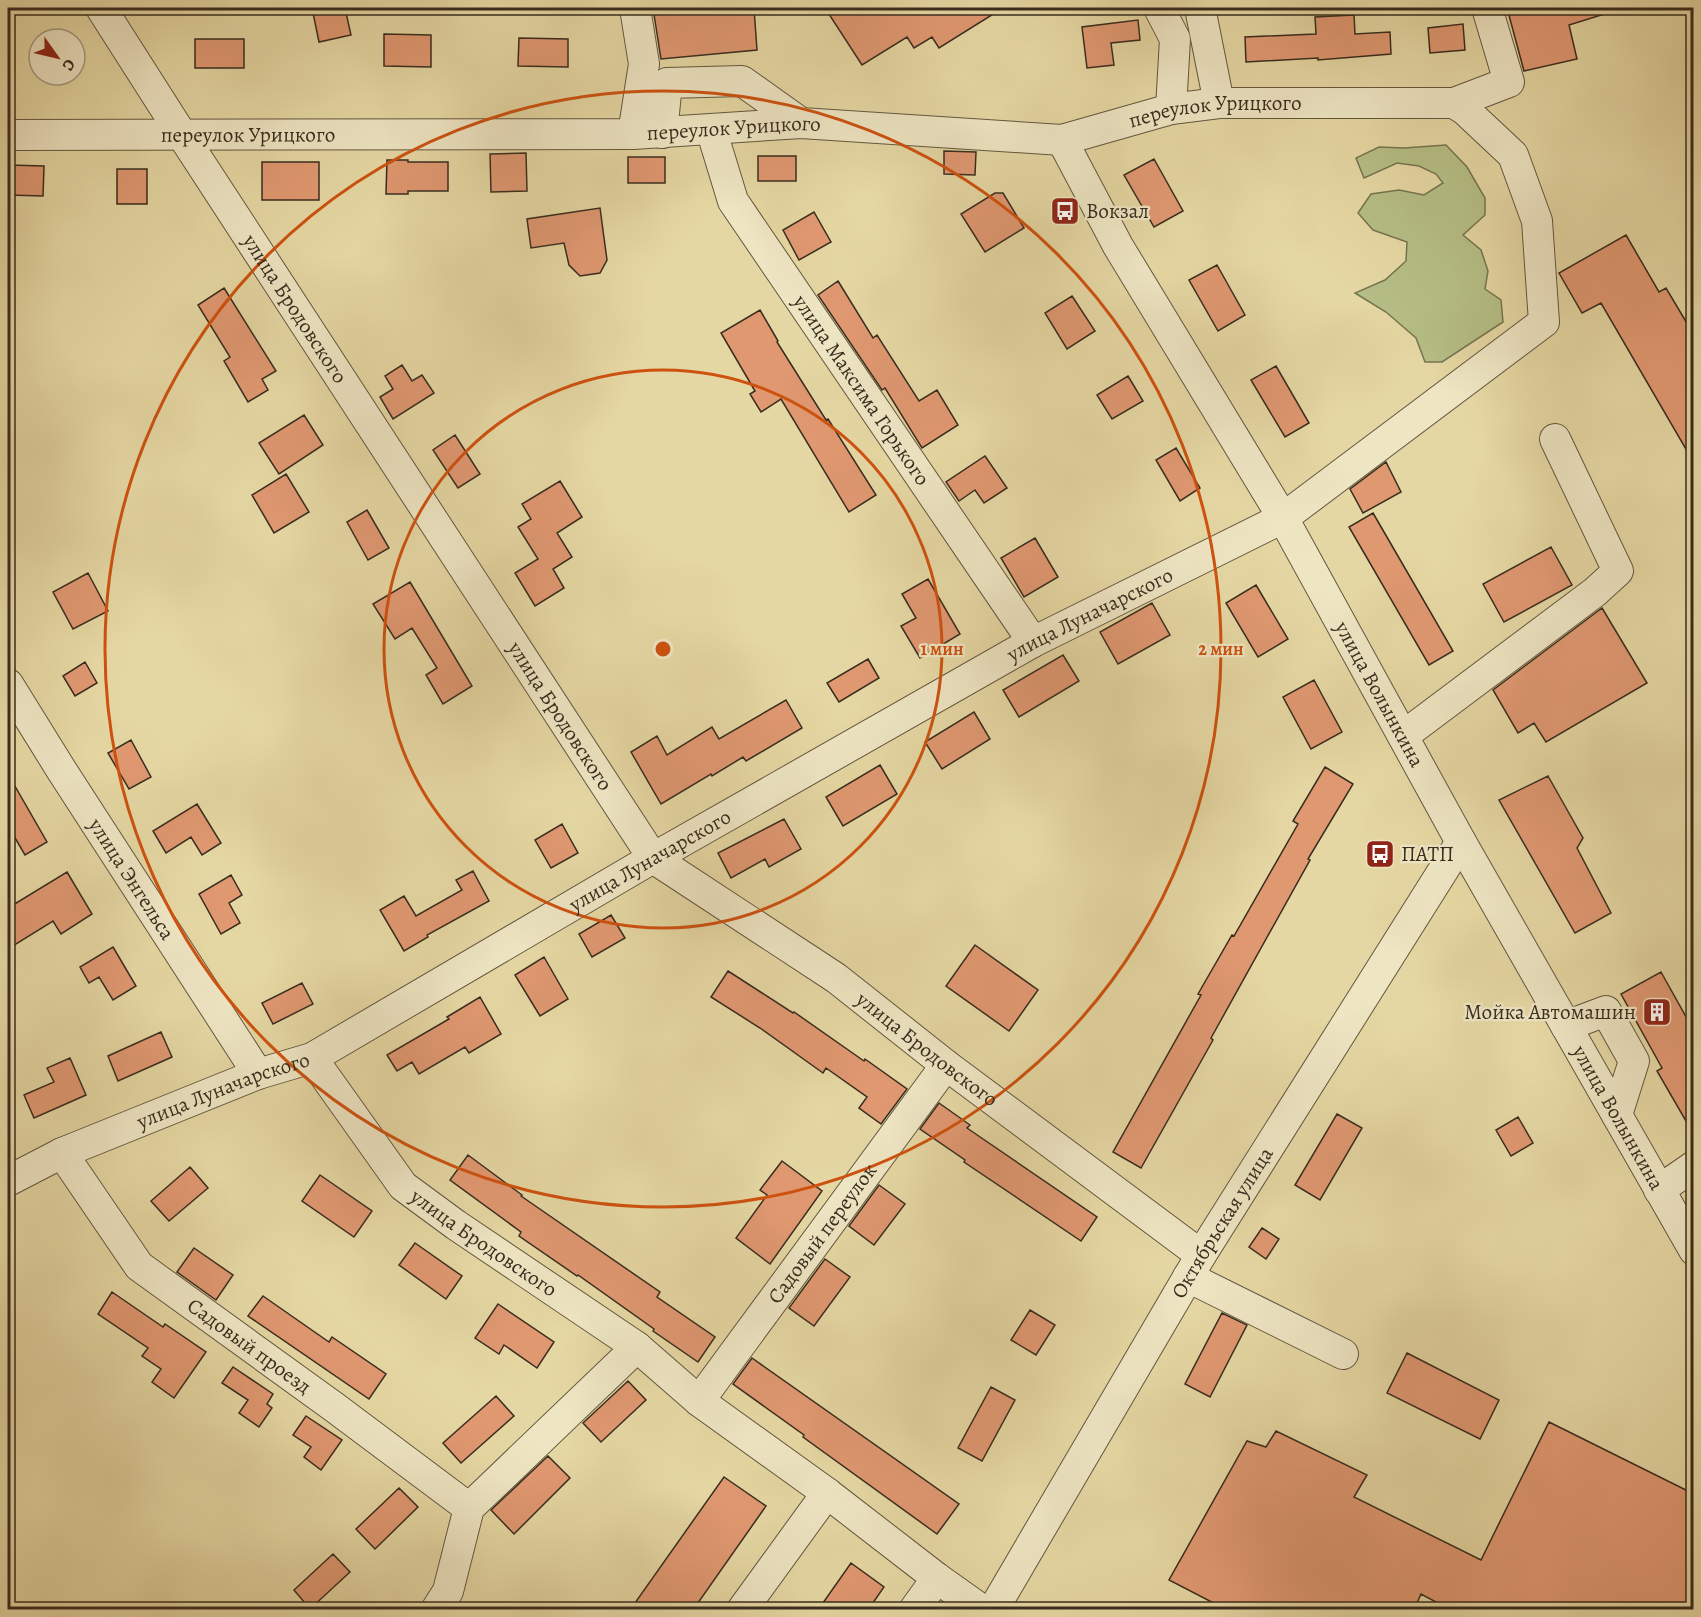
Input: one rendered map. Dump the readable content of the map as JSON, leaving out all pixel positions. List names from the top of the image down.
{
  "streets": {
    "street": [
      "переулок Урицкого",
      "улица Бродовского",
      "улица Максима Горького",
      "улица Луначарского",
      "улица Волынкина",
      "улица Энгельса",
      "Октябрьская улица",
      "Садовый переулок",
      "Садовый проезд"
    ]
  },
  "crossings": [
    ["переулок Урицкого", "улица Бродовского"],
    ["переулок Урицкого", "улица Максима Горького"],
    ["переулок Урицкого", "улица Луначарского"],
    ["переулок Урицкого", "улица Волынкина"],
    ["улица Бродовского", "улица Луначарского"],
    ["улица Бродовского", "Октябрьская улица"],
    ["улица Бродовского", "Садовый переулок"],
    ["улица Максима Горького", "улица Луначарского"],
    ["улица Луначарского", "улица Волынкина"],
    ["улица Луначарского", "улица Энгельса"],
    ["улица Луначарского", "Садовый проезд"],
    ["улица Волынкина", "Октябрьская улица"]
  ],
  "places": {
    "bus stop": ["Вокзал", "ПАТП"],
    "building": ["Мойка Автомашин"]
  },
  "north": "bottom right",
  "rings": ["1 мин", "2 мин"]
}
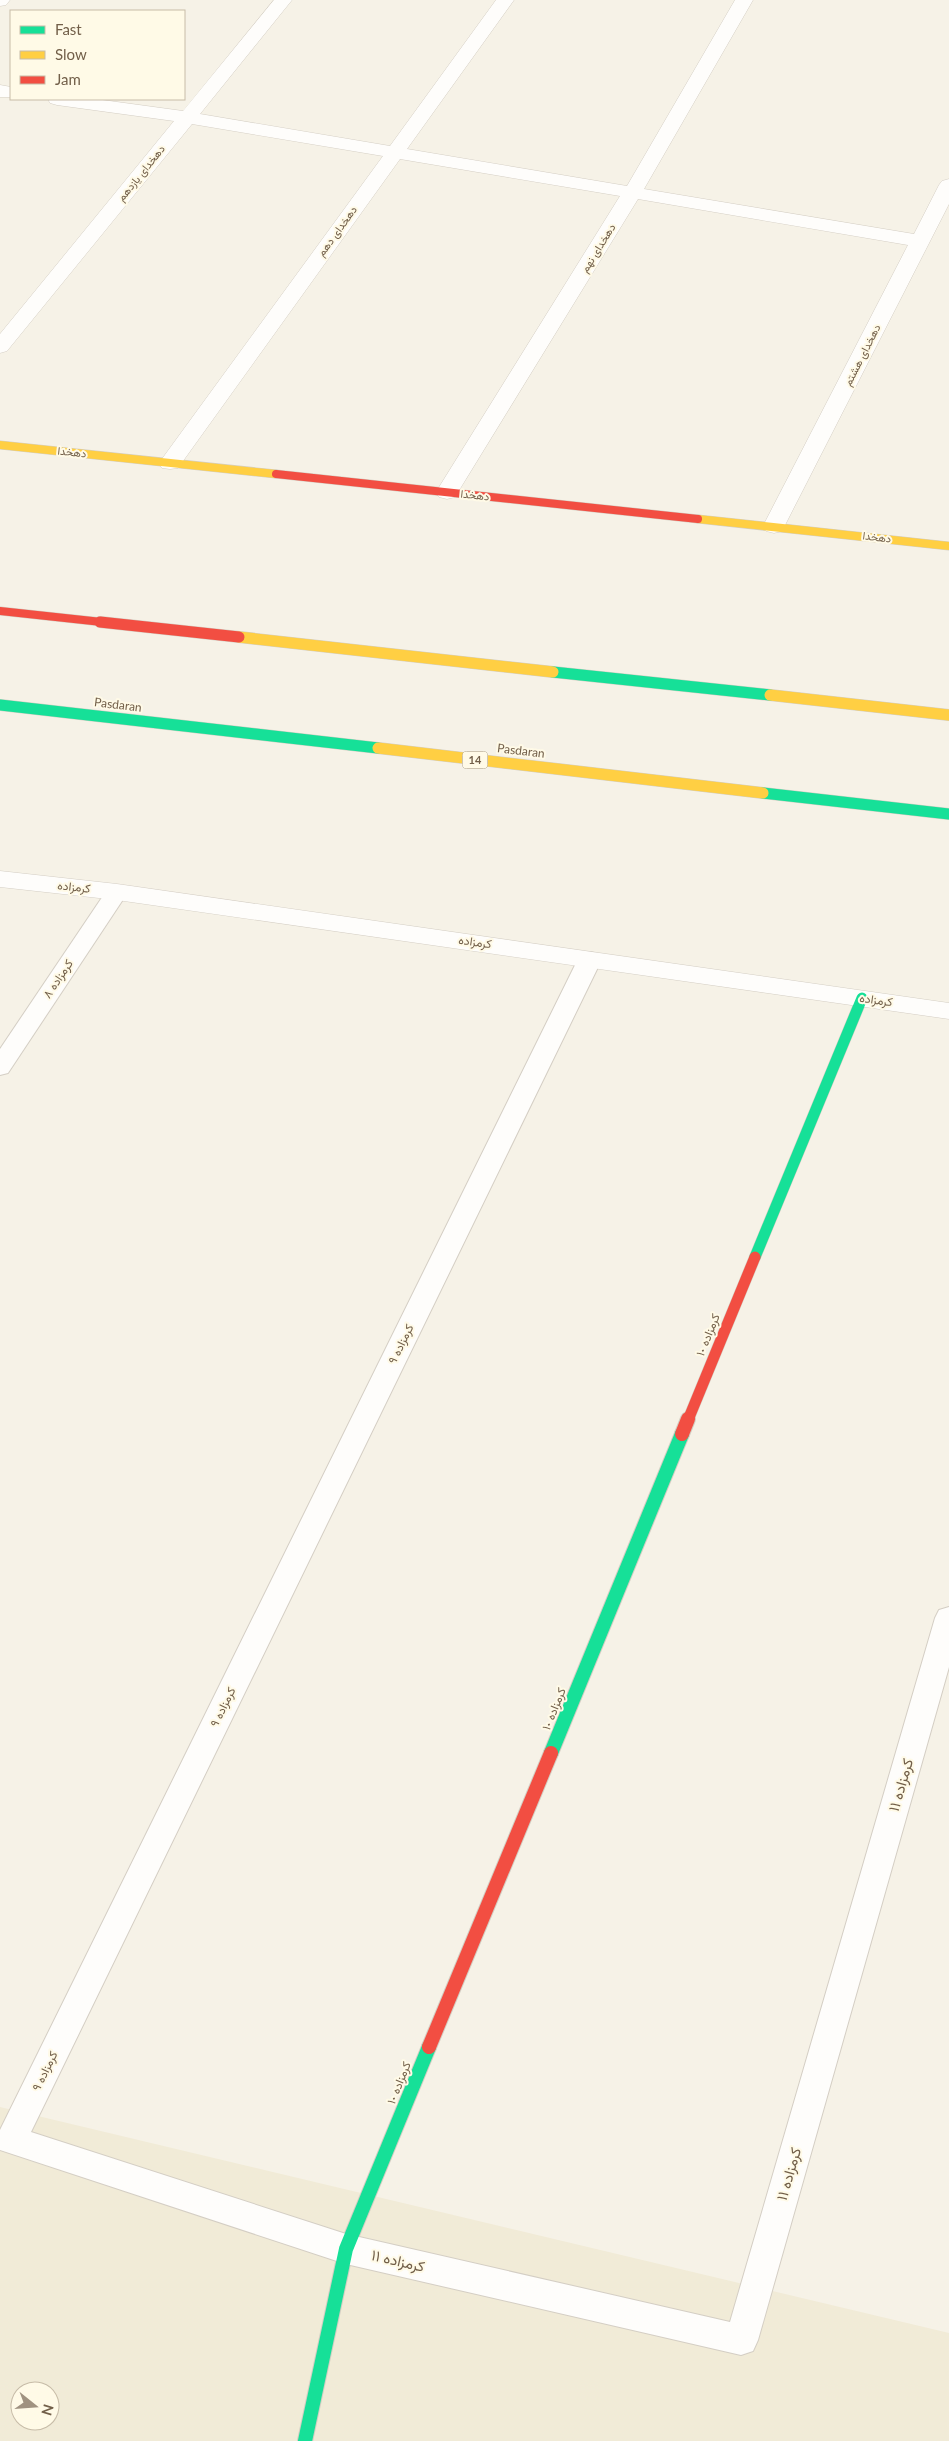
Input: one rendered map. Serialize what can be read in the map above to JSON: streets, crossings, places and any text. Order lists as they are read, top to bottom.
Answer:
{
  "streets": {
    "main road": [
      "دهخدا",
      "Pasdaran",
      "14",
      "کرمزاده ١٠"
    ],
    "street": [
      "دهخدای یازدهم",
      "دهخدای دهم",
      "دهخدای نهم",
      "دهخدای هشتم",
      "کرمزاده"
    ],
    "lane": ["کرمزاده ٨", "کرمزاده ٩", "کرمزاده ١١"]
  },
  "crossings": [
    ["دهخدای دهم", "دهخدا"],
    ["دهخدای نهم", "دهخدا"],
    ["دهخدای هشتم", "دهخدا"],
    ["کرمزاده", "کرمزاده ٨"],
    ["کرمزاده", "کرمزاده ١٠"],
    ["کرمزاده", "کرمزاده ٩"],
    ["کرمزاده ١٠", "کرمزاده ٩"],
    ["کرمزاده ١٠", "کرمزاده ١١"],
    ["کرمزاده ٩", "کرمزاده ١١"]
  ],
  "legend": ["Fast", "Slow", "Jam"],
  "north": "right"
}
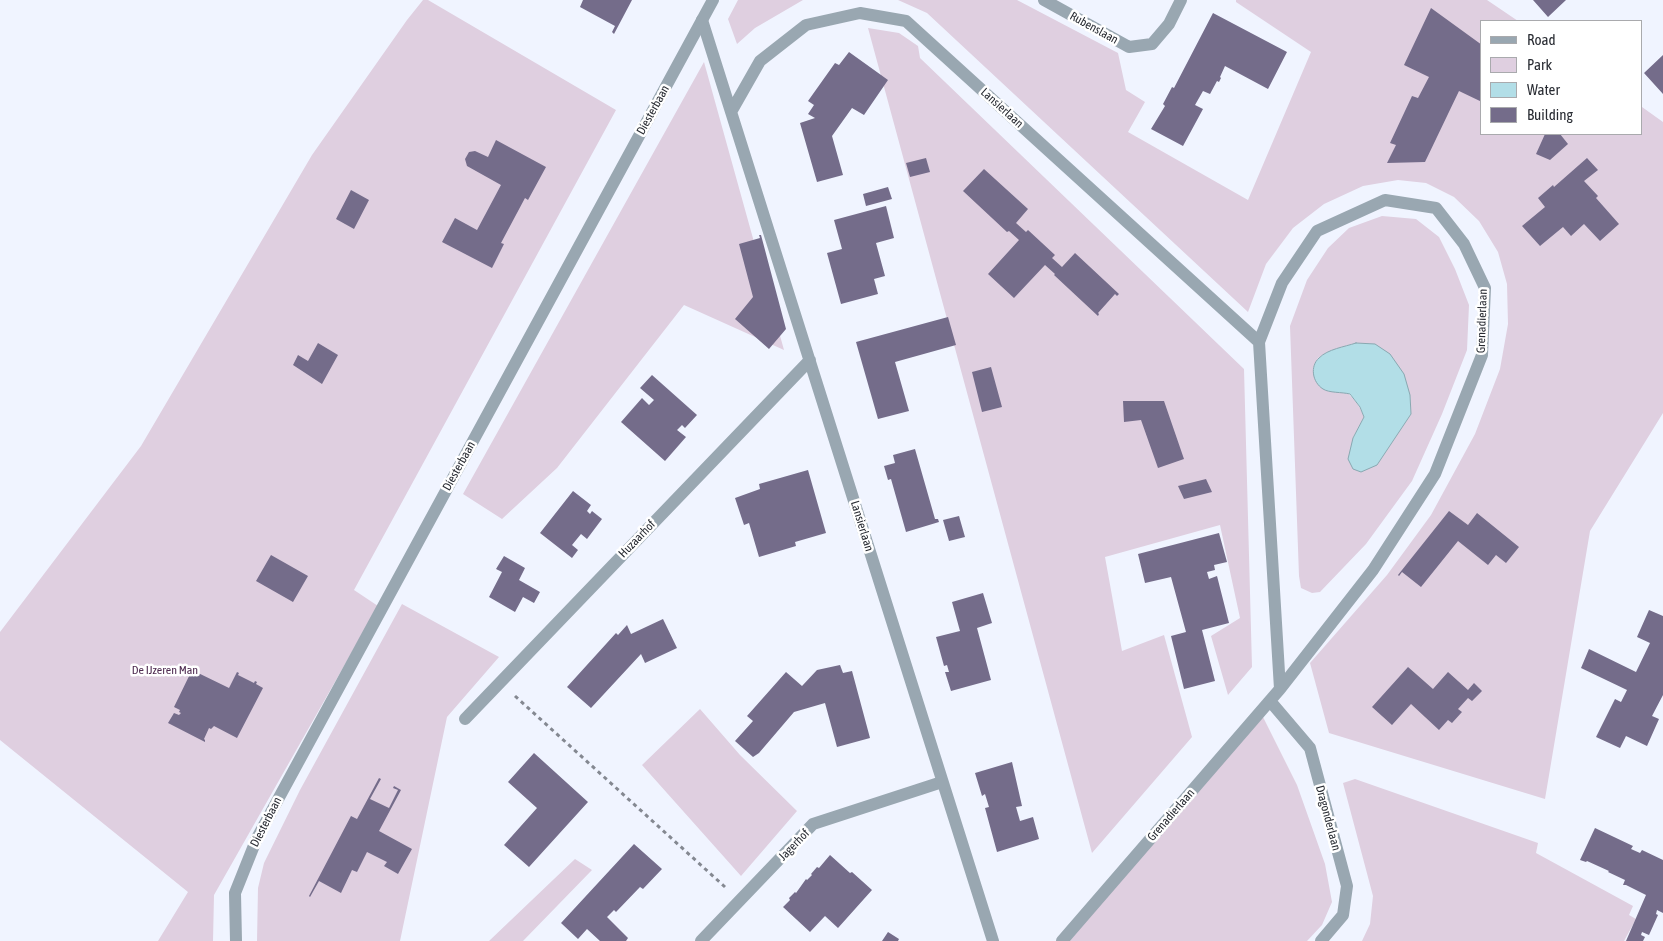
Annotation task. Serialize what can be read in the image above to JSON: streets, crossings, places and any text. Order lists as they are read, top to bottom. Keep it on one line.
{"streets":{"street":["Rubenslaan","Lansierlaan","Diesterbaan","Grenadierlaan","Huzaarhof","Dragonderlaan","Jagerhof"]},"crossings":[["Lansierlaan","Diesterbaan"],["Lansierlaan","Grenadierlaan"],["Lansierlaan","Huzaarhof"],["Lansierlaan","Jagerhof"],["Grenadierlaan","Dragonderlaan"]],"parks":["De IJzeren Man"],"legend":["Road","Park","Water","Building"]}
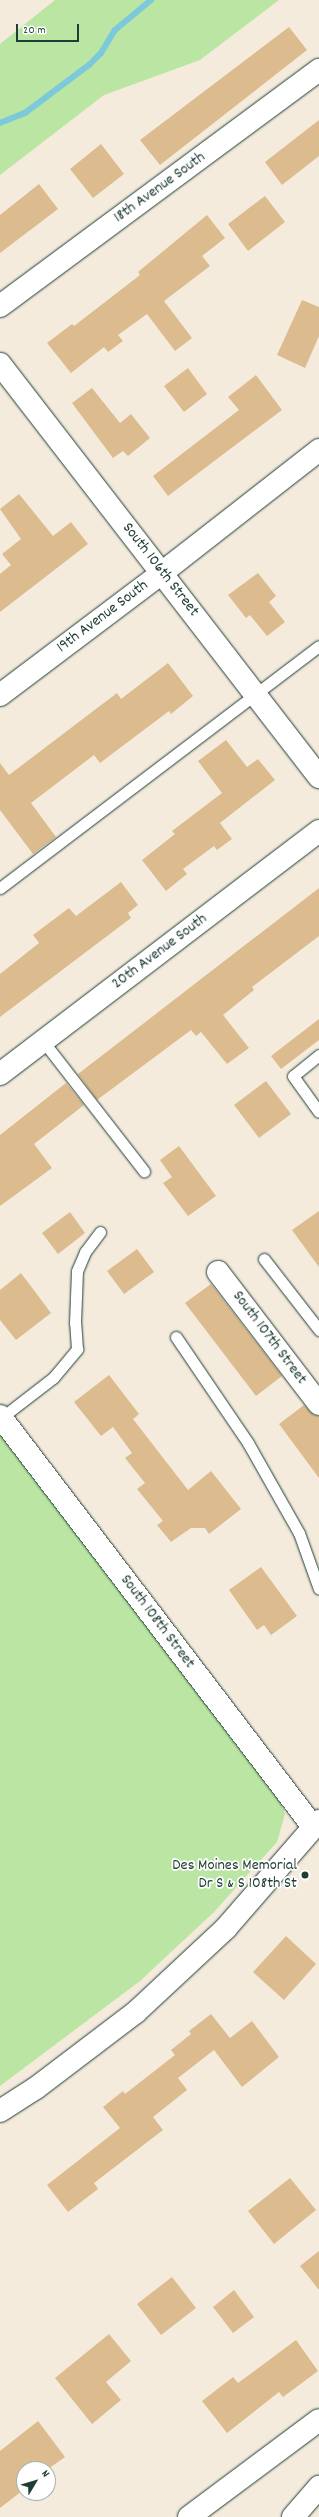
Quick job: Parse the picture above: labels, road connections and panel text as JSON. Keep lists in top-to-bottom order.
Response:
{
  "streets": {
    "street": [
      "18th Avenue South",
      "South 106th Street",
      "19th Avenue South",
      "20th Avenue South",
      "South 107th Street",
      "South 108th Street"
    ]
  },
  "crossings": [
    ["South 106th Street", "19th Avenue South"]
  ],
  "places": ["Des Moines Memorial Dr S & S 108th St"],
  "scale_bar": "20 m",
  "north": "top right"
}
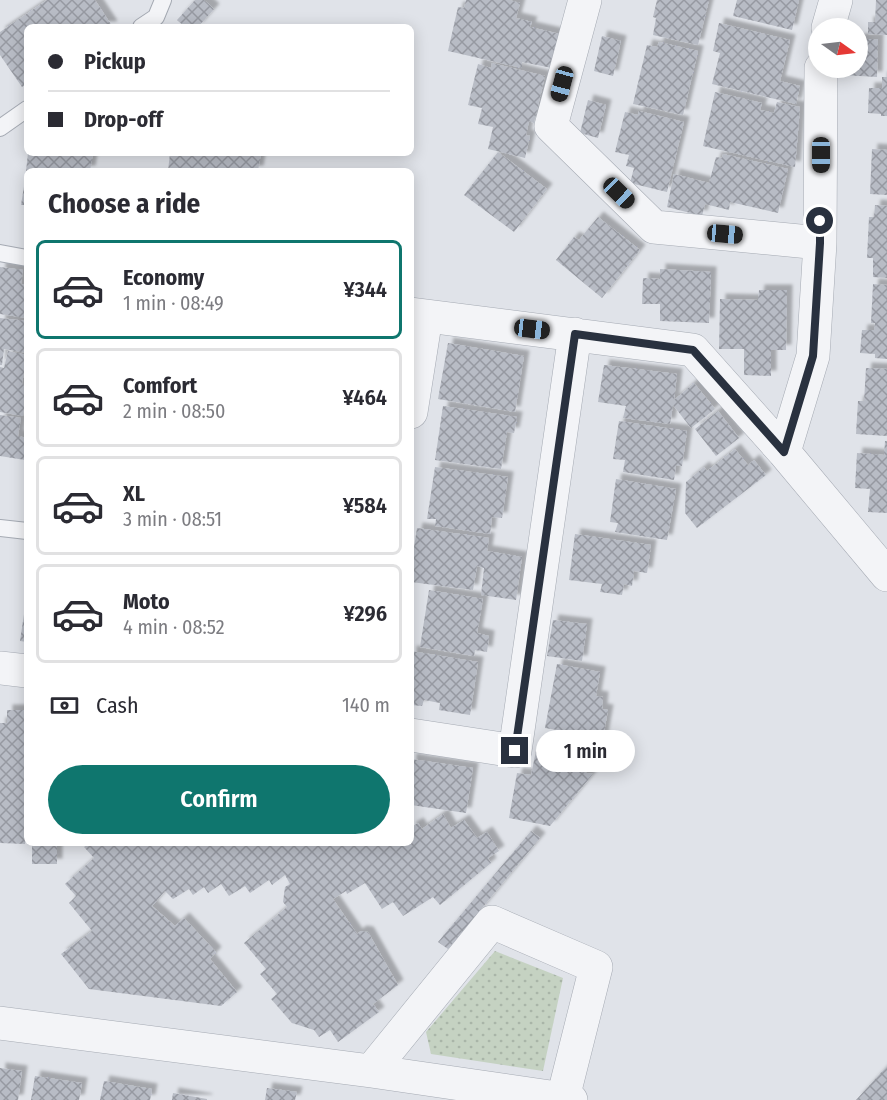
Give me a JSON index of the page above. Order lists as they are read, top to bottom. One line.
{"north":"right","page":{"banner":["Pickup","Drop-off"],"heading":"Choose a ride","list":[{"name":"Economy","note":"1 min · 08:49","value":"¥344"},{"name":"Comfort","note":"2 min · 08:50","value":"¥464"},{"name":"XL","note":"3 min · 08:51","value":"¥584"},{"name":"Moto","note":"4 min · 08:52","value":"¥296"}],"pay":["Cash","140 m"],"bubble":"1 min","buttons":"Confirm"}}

• What to produce: Write out again only the lines from the one with "Give me a JSON" through the last line of the records above. Keep every word as it stands.

• Task answer:
Give me a JSON index of the page above. Order lists as they are read, top to bottom. One line.
{"north":"right","page":{"banner":["Pickup","Drop-off"],"heading":"Choose a ride","list":[{"name":"Economy","note":"1 min · 08:49","value":"¥344"},{"name":"Comfort","note":"2 min · 08:50","value":"¥464"},{"name":"XL","note":"3 min · 08:51","value":"¥584"},{"name":"Moto","note":"4 min · 08:52","value":"¥296"}],"pay":["Cash","140 m"],"bubble":"1 min","buttons":"Confirm"}}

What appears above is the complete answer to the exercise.